UCare,  a regional health plan in Wisconsin and Minnesota, has sustained a 96 percent retention rate over 20 years of proven experience with their Medicare Advantage line of business.

Another key to successful value-based arrangements is the partnership between health plans and providers, a traditionally challenging one. Health plans must not only construct value-based contracts with aligned goals for mutual success, but they must also provide actionable data on a real-time basis to their providers to avoid expensive encounters or hospitalizations. With this information, providers can quickly and confidently take key actions necessary for their patients to remain healthy.

HealthEdge customer Humana recently shared in its “2020 Value-based Care Report” that collectively, its 2.4 million Medicare Advantage members benefitting from value-based models spent 211,000 fewer days in the hospital and emergency rooms.

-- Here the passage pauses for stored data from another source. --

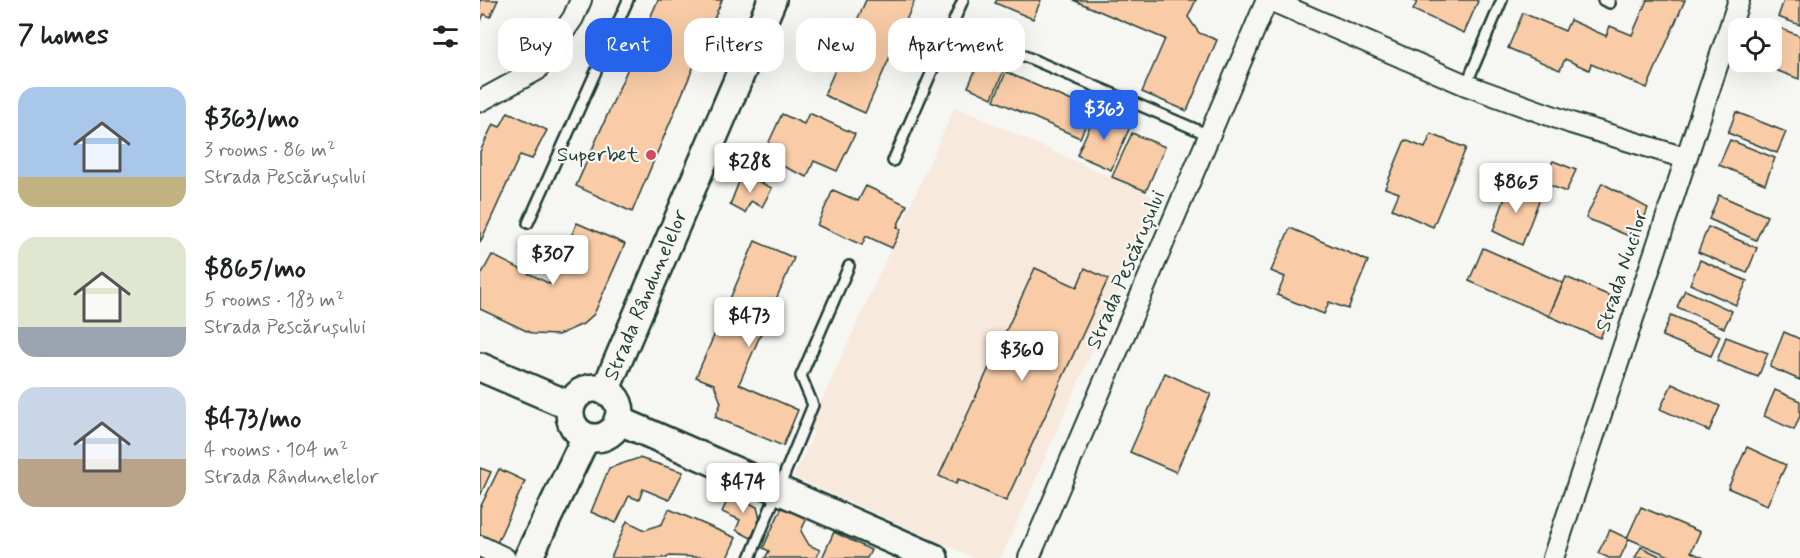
<!DOCTYPE html>
<meta charset="utf-8">
<style>
body{margin:0;font-family:Mynerve,sans-serif;background:#f2f2f2;color:#202124;height:100vh;display:flex;flex-direction:column;font-size:22px;white-space:nowrap}
*{box-sizing:border-box;margin:0}
p{font-size:20px;color:#757577}
.icon{flex:none;width:33px;height:33px;fill:none;stroke:currentColor;stroke-width:2;stroke-linecap:round;stroke-linejoin:round}
.map{position:relative;flex:1;overflow:hidden}
.side{display:flex;flex-direction:column;background:#fff;width:480px}
.side>*{flex:none}
.banner{position:absolute;left:18px;top:18px;width:570px;height:54px;display:flex;gap:12px}
.controls{position:absolute;left:1248px;top:18px;display:grid;gap:12px}
.controls a{display:grid;place-items:center;width:54px;height:54px;border-radius:12px;background:#fff;box-shadow:0 6px 24px #0002;font-size:30px}
.price{position:absolute;translate:-50% -51px;padding:0 14px;border-radius:6px;background:#fff;color:#222;font-size:20px;line-height:39px;filter:drop-shadow(0 2px 3px #0008)}
.price::after{content:'';position:absolute;left:50%;top:36px;width:18px;height:14px;margin-left:-9px;background:inherit;clip-path:polygon(0 0,100% 0,50% 100%)}
.price.current{background:#2563eb;color:#fff}
ul{padding:0;list-style:none}
li{display:flex;align-items:center;gap:18px;height:150px;padding:0 18px}
li span{display:grid;place-items:center;flex:none;width:168px;height:120px;border-radius:18px;color:#555}
li>.icon{margin-inline-start:auto}
span .icon{width:72px;height:72px;fill:#fffc;stroke-width:1}
li b{font-size:26px}
h2{display:flex;justify-content:space-between;align-items:center;height:72px;padding:0 18px;font-size:26px}
.chip{padding:0 21px;border-radius:18px;background:#fff;box-shadow:0 6px 24px #0002;font-size:21px;line-height:54px}
.chip.current{background:#2563eb;color:#fff}
main{display:flex;flex:1;min-height:0}
.map>svg:first-child{display:block}
.built{fill:#f7e9dc}
.building{fill:#f9cca7;stroke:#1f3d34;stroke-width:1.5}
.lines{fill:none;stroke-linecap:round;stroke-linejoin:round}
.lane-casing{stroke:#1f3d34;stroke-width:14}
.street-casing{stroke:#1f3d34;stroke-width:24}
.secondary-casing{stroke:#1f3d34;stroke-width:32}
.lane{stroke:#f6f6f2;stroke-width:9}
.street{stroke:#f6f6f2;stroke-width:20}
.secondary{stroke:#f6f6f2;stroke-width:27}
.poi-dot{fill:#d1495b;stroke:#f6f6f2;stroke-width:2}
.labels{text-anchor:middle;dominant-baseline:central;stroke-width:4.5;stroke-linejoin:round;paint-order:stroke}
.poi-label{font-size:21px;fill:#1f3d34;stroke:#f6f6f2;text-anchor:end}
.street-label{font-size:21px;fill:#1f3d34;stroke:#f6f6f2}
</style>
<main>
<section class="side">
<h2>7 homes<svg class="icon" aria-label="filters" viewBox="0 0 24 24"><path d="M4 7h16M4 17h16"/><circle cx="9" cy="7" r="2"/><circle cx="15" cy="17" r="2"/></svg></h2>
<ul>
<li><span style="background:linear-gradient(#a9c7e8 75%,#c2b280 0)"><svg class="icon" aria-label="home" viewBox="0 0 24 24"><path d="M3 11l9-7 9 7M6 9v11h12V9"/></svg></span><div><b>$363/mo</b><p>3 rooms · 86 m²</p><p>Strada Pescărușului</p></div></li>
<li><span style="background:linear-gradient(#dfe7d0 75%,#9aa5b1 0)"><svg class="icon" aria-label="home" viewBox="0 0 24 24"><path d="M3 11l9-7 9 7M6 9v11h12V9"/></svg></span><div><b>$865/mo</b><p>5 rooms · 183 m²</p><p>Strada Pescărușului</p></div></li>
<li><span style="background:linear-gradient(#c9d6e8 60%,#b9a48a 0)"><svg class="icon" aria-label="home" viewBox="0 0 24 24"><path d="M3 11l9-7 9 7M6 9v11h12V9"/></svg></span><div><b>$473/mo</b><p>4 rooms · 104 m²</p><p>Strada Rândunelelor</p></div></li>
</ul>
</section>
<div class="map">
<svg width="1320" height="558" viewBox="0 0 1320 558">
<rect width="100%" height="100%" fill="#f6f6f2"/>
<filter id="ink" filterUnits="userSpaceOnUse"><feTurbulence type="fractalNoise" baseFrequency=".0167" numOctaves="2"/><feDisplacementMap in="SourceGraphic" scale="12" xChannelSelector="R" yChannelSelector="G"/><feConvolveMatrix kernelMatrix="1 2 1 2 8 2 1 2 1" color-interpolation-filters="sRGB"/></filter>
<g filter="url(#ink)">
<path class="built" d="M 475,107 L 679,199 L 521,558 L 495,558 L 314,477 L 334,432 L 329,429 Z"/>
<g class="building">
<path d="M 0,0 L 18,0 L 10,17 L 4,14 L 0,23 Z"/>
<path d="M 178,0 L 242,0 L 152,212 L 96,186 Z"/>
<path d="M 386,0 L 435,0 L 385,113 L 344,95 Z"/>
<path d="M 517,0 L 561,0 L 553,19 L 515,3 Z"/>
<path d="M 593,0 L 716,0 L 708,17 L 719,33 L 737,40 L 707,111 L 662,92 L 685,39 Z"/>
<path d="M 931,0 L 996,0 L 998,1 L 984,33 L 933,10 L 937,2 Z"/>
<path d="M 1167,0 L 1205,0 L 1167,88 L 1111,64 L 1109,70 L 1085,59 L 1080,70 L 1028,48 L 1043,13 L 1085,31 L 1090,20 L 1126,36 L 1130,26 L 1152,35 Z"/>
<path d="M 1304,0 L 1320,0 L 1320,25 L 1298,17 Z"/>
<path d="M 1289,24 L 1320,36 L 1319,79 L 1274,62 L 1292,62 L 1292,28 L 1287,28 Z"/>
<path d="M 500,60 L 524,70 L 512,98 L 488,87 Z"/>
<path d="M 526,72 L 612,110 L 600,138 L 514,100 Z"/>
<path d="M 28,112 L 67,130 L 52,159 L 40,155 L 0,243 L 0,152 L 13,124 L 20,127 Z"/>
<path d="M 616,112 L 650,127 L 631,170 L 597,155 Z"/>
<path d="M 1256,112 L 1306,132 L 1297,153 L 1248,133 Z"/>
<path d="M 329,113 L 375,134 L 357,171 L 334,161 L 327,177 L 282,157 L 302,114 L 324,124 Z"/>
<path d="M 652,133 L 685,147 L 666,191 L 632,177 Z"/>
<path d="M 951,134 L 986,148 L 953,227 L 912,209 L 919,193 L 905,188 L 925,140 L 945,148 Z"/>
<path d="M 1250,140 L 1295,158 L 1285,184 L 1239,165 Z"/>
<path d="M 1073,161 L 1096,170 L 1086,192 L 1062,182 Z"/>
<path d="M 262,174 L 292,188 L 282,207 L 271,201 L 265,213 L 250,205 Z"/>
<path d="M 1122,183 L 1168,208 L 1156,239 L 1106,218 Z"/>
<path d="M 1030,184 L 1060,198 L 1042,245 L 1013,231 Z"/>
<path d="M 386,186 L 427,205 L 417,227 L 421,229 L 412,248 L 386,236 L 382,245 L 337,225 L 353,190 L 378,201 Z"/>
<path d="M 1239,195 L 1287,216 L 1276,240 L 1229,219 Z"/>
<path d="M 97,223 L 145,244 L 114,314 L 103,324 L 78,335 L 53,334 L 0,309 L 0,277 L 12,255 L 70,284 Z"/>
<path d="M 1228,227 L 1277,248 L 1267,273 L 1218,252 Z"/>
<path d="M 810,228 L 888,261 L 868,309 L 849,302 L 844,314 L 797,295 L 805,277 L 791,271 Z"/>
<path d="M 275,241 L 314,258 L 259,384 L 318,410 L 303,446 L 235,417 L 241,403 L 234,384 L 216,377 Z"/>
<path d="M 1003,248 L 1083,283 L 1069,316 L 989,281 Z"/>
<path d="M 1220,260 L 1267,281 L 1256,305 L 1210,284 Z"/>
<path d="M 555,268 L 597,287 L 605,268 L 628,279 L 526,501 L 478,479 L 476,484 L 459,476 Z"/>
<path d="M 1086,277 L 1137,299 L 1120,338 L 1069,316 Z"/>
<path d="M 1205,290 L 1252,311 L 1244,328 L 1197,307 Z"/>
<path d="M 1191,315 L 1240,336 L 1231,356 L 1182,336 Z"/>
<path d="M 1304,332 L 1320,339 L 1320,380 L 1290,367 Z"/>
<path d="M 1246,337 L 1288,353 L 1278,377 L 1237,361 Z"/>
<path d="M 685,373 L 731,394 L 696,472 L 650,452 Z"/>
<path d="M 1192,384 L 1240,406 L 1229,431 L 1180,409 Z"/>
<path d="M 1295,390 L 1320,401 L 1320,416 L 1314,430 L 1284,416 Z"/>
<path d="M 1267,447 L 1306,465 L 1287,505 L 1248,488 Z"/>
<path d="M 159,458 L 203,472 L 189,500 L 163,489 L 159,500 L 149,496 L 136,523 L 111,512 L 129,468 Z"/>
<path d="M 0,468 L 11,472 L 0,496 Z"/>
<path d="M 19,469 L 45,481 L 16,545 L 0,537 L 0,508 Z"/>
<path d="M 251,493 L 277,507 L 280,519 L 271,538 L 256,530 L 260,520 L 242,512 Z"/>
<path d="M 302,507 L 327,518 L 321,531 L 329,545 L 340,550 L 336,558 L 285,558 L 289,551 L 283,548 Z"/>
<path d="M 1161,507 L 1220,532 L 1211,552 L 1224,558 L 1194,558 L 1147,538 Z"/>
<path d="M 189,509 L 256,538 L 247,558 L 188,556 L 187,558 L 131,558 L 147,521 L 165,530 L 182,524 Z"/>
<path d="M 1130,530 L 1149,539 L 1140,558 L 1129,558 L 1118,553 Z"/>
<path d="M 354,532 L 391,550 L 387,558 L 342,558 Z"/>
<path d="M 1161,547 L 1184,558 L 1155,558 Z"/>
</g>
<g class="lines">
<g class="lane-casing">
<g id="lane">
<path d="M 1123,0 L 1130,3"/>
<path d="M 472,25 L 729,135"/>
<path d="M 986,85 L 1022,0"/>
<path d="M 413,161 L 483,0"/>
<path d="M 48,223 L 148,0"/>
<path d="M 270,558 L 333,405 L 321,376 L 369,266"/>
</g>
</g>
<g class="street-casing">
<g id="street">
<path d="M 790,0 L 986,85 L 1091,123 L 1205,158"/>
<path d="M 0,101 L 57,70 L 93,18 L 101,0"/>
<path d="M 0,546 L 25,558"/>
<path d="M 549,558 L 787,0"/>
<path d="M 1073,558 L 1259,0"/>
</g>
</g>
<g class="secondary-casing">
<g id="secondary">
<path d="M 0,367 L 91,406"/>
<circle cx="115" cy="413" r="25"/>
<path d="M 125,391 L 292,0"/>
<path d="M 138,420 L 454,558"/>
<path d="M 48,558 L 106,437"/>
</g>
</g>
<use href="#lane" class="lane"/>
<use href="#street" class="street"/>
<use href="#secondary" class="secondary"/>
</g>
</g>
<circle class="poi-dot" cx="171" cy="155" r="6"/>
<g class="labels">
<g class="poi-label">
<text x="159" y="155">Superbet</text>
</g>
<g class="street-label">
<text transform="translate(646 270) rotate(-67)">Strada Pescărușului</text>
<text transform="translate(1142 271) rotate(-72)">Strada Nucilor</text>
<text transform="translate(166 295) rotate(-67)">Strada Rândunelelor</text>
</g>
</g>
</svg>
<div class="controls">
<a><svg class="icon" aria-label="locate" viewBox="0 0 24 24"><circle cx="12" cy="12" r="6"/><path d="M12 2v4M12 18v4M2 12h4M18 12h4"/></svg></a>
</div>
<b class="price current" style="left:624px;top:141px">$363</b>
<b class="price" style="left:270px;top:194px">$288</b>
<b class="price" style="left:1036px;top:214px">$865</b>
<b class="price" style="left:73px;top:286px">$307</b>
<b class="price" style="left:269px;top:348px">$473</b>
<b class="price" style="left:542px;top:382px">$360</b>
<b class="price" style="left:263px;top:514px">$474</b>
<div class="banner">
<a class="chip">Buy</a>
<a class="chip current">Rent</a>
<a class="chip">Filters</a>
<a class="chip">New</a>
<a class="chip">Apartment</a>
</div>
</div>
</main>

Overall, the value-based agreements resulted in 10.3% fewer emergency room visits and 29.2% fewer hospital admissions, with a cumulative savings of $4 billion compared to original Medicare.

The premise of value-based models depends on operational readiness and data transparency. The results can be overwhelmingly positive for health plans, providers, and patients. HealthEdge customers report great success working with their provider networks to bring down costs while improving outcomes.